- [Work to be completed] Each line of the data that includes the string "Lembeth" is to be copied out.

#### Exercise data ####

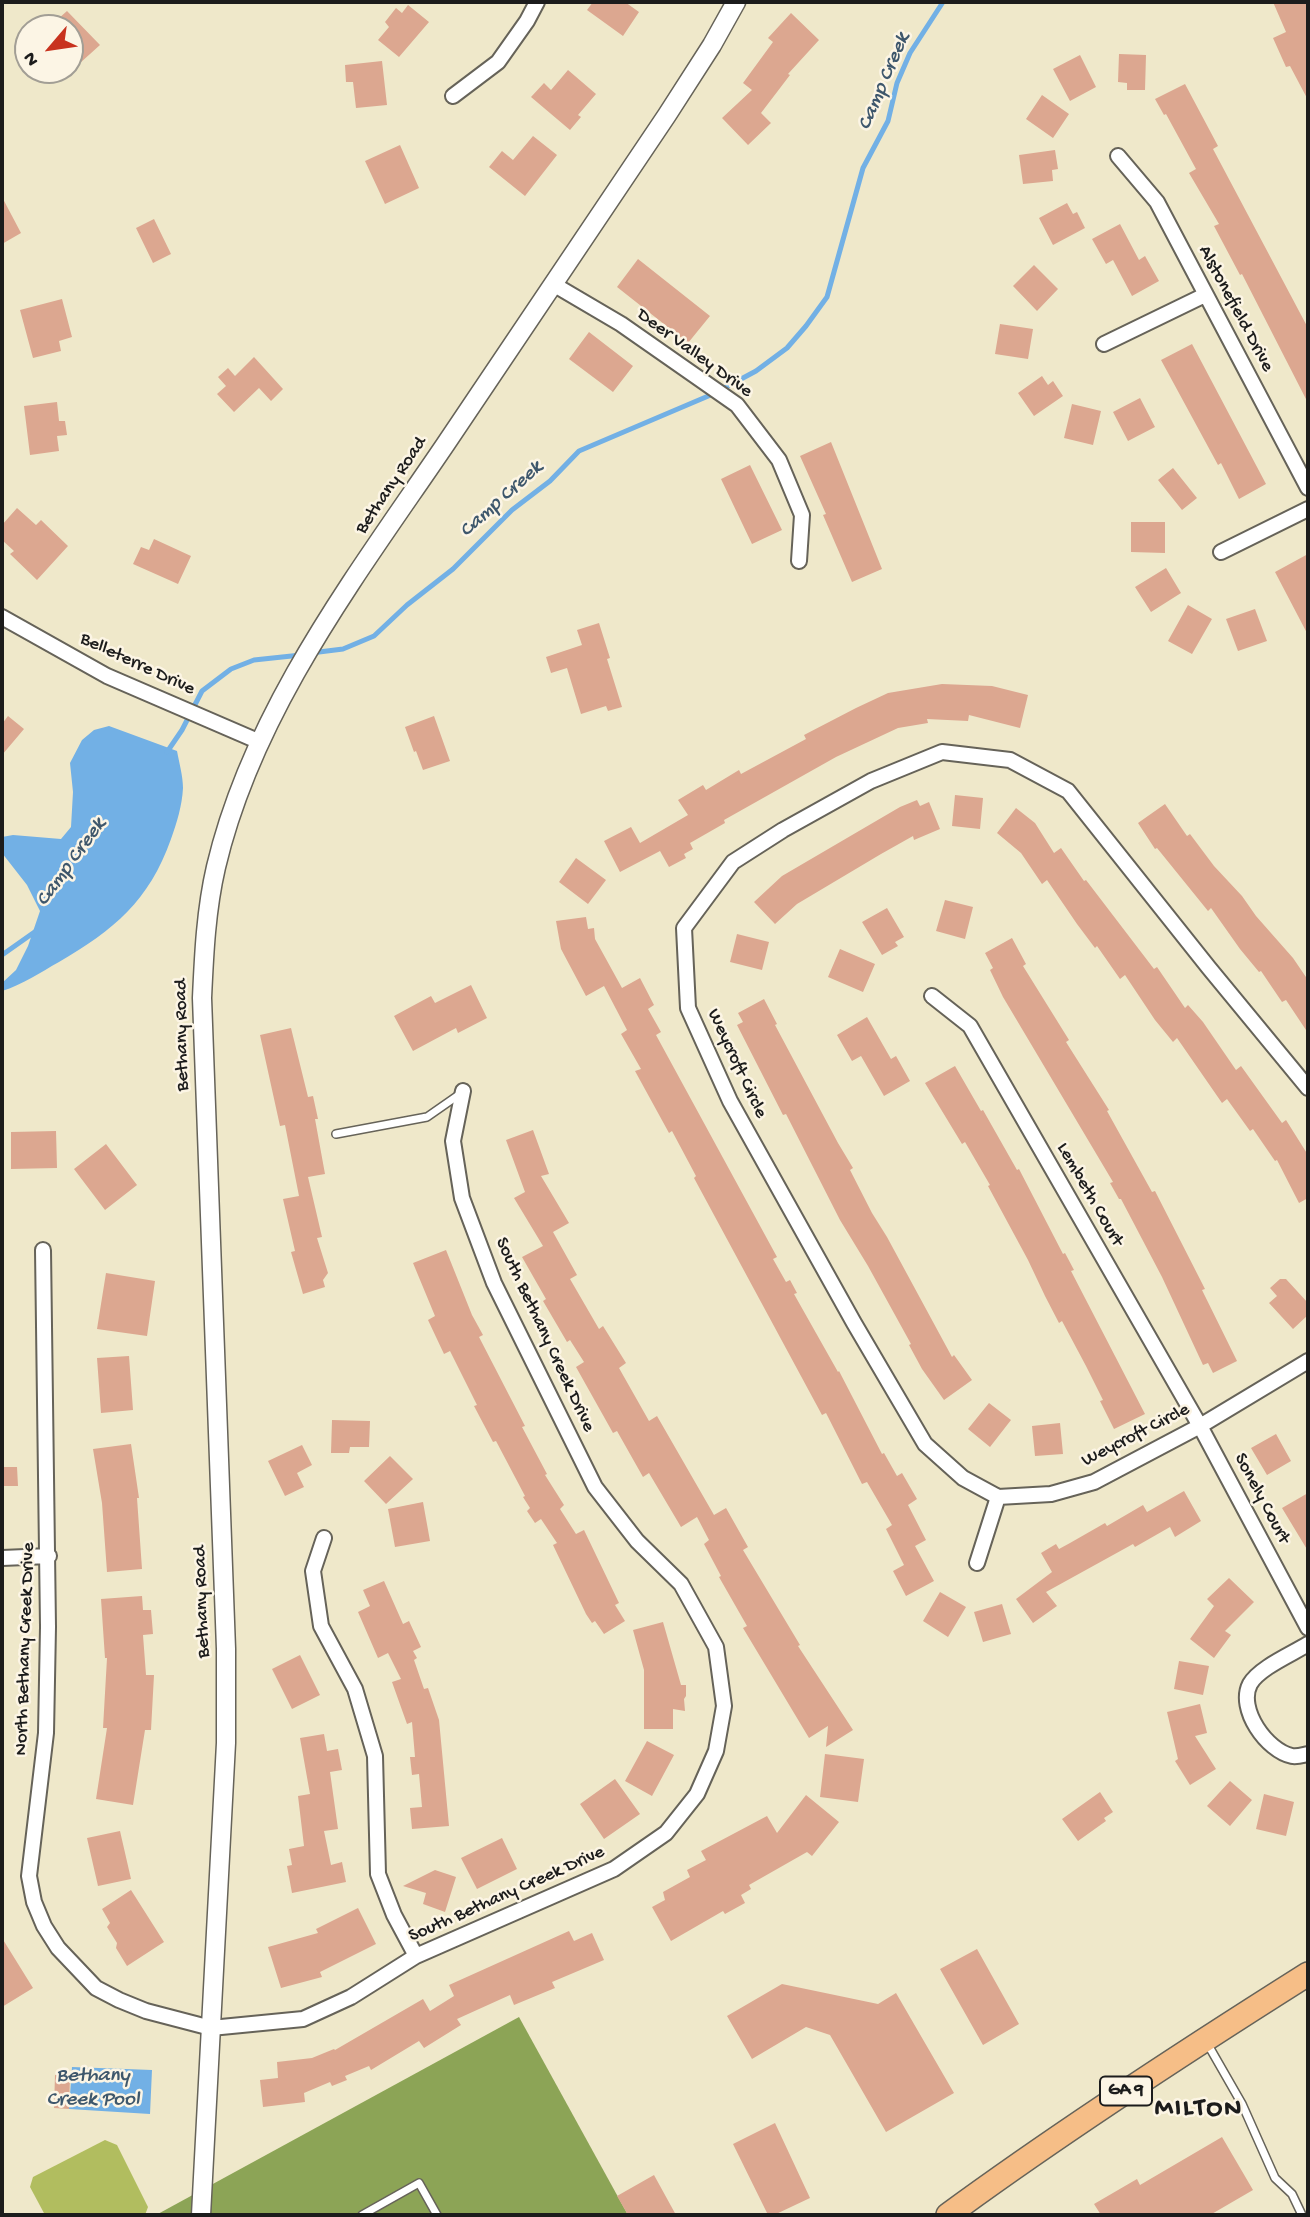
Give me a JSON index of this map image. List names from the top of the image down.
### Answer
{
  "streets": {
    "main road": ["GA 9"],
    "street": [
      "Alstonefield Drive",
      "Deer Valley Drive",
      "Bethany Road",
      "Belleterre Drive",
      "Weycroft Circle",
      "Lembeth Court",
      "South Bethany Creek Drive",
      "Sonely Court",
      "North Bethany Creek Drive"
    ]
  },
  "crossings": [
    ["Deer Valley Drive", "Bethany Road"],
    ["Bethany Road", "Belleterre Drive"],
    ["Bethany Road", "South Bethany Creek Drive"],
    ["Bethany Road", "North Bethany Creek Drive"],
    ["Weycroft Circle", "Lembeth Court"],
    ["Weycroft Circle", "Sonely Court"],
    ["Lembeth Court", "Sonely Court"],
    ["South Bethany Creek Drive", "North Bethany Creek Drive"]
  ],
  "districts": ["MILTON"],
  "water": ["Camp Creek", "Bethany Creek Pool"],
  "north": "bottom left"
}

####

- [Problem solution]
      "Lembeth Court",
    ["Weycroft Circle", "Lembeth Court"],
    ["Lembeth Court", "Sonely Court"],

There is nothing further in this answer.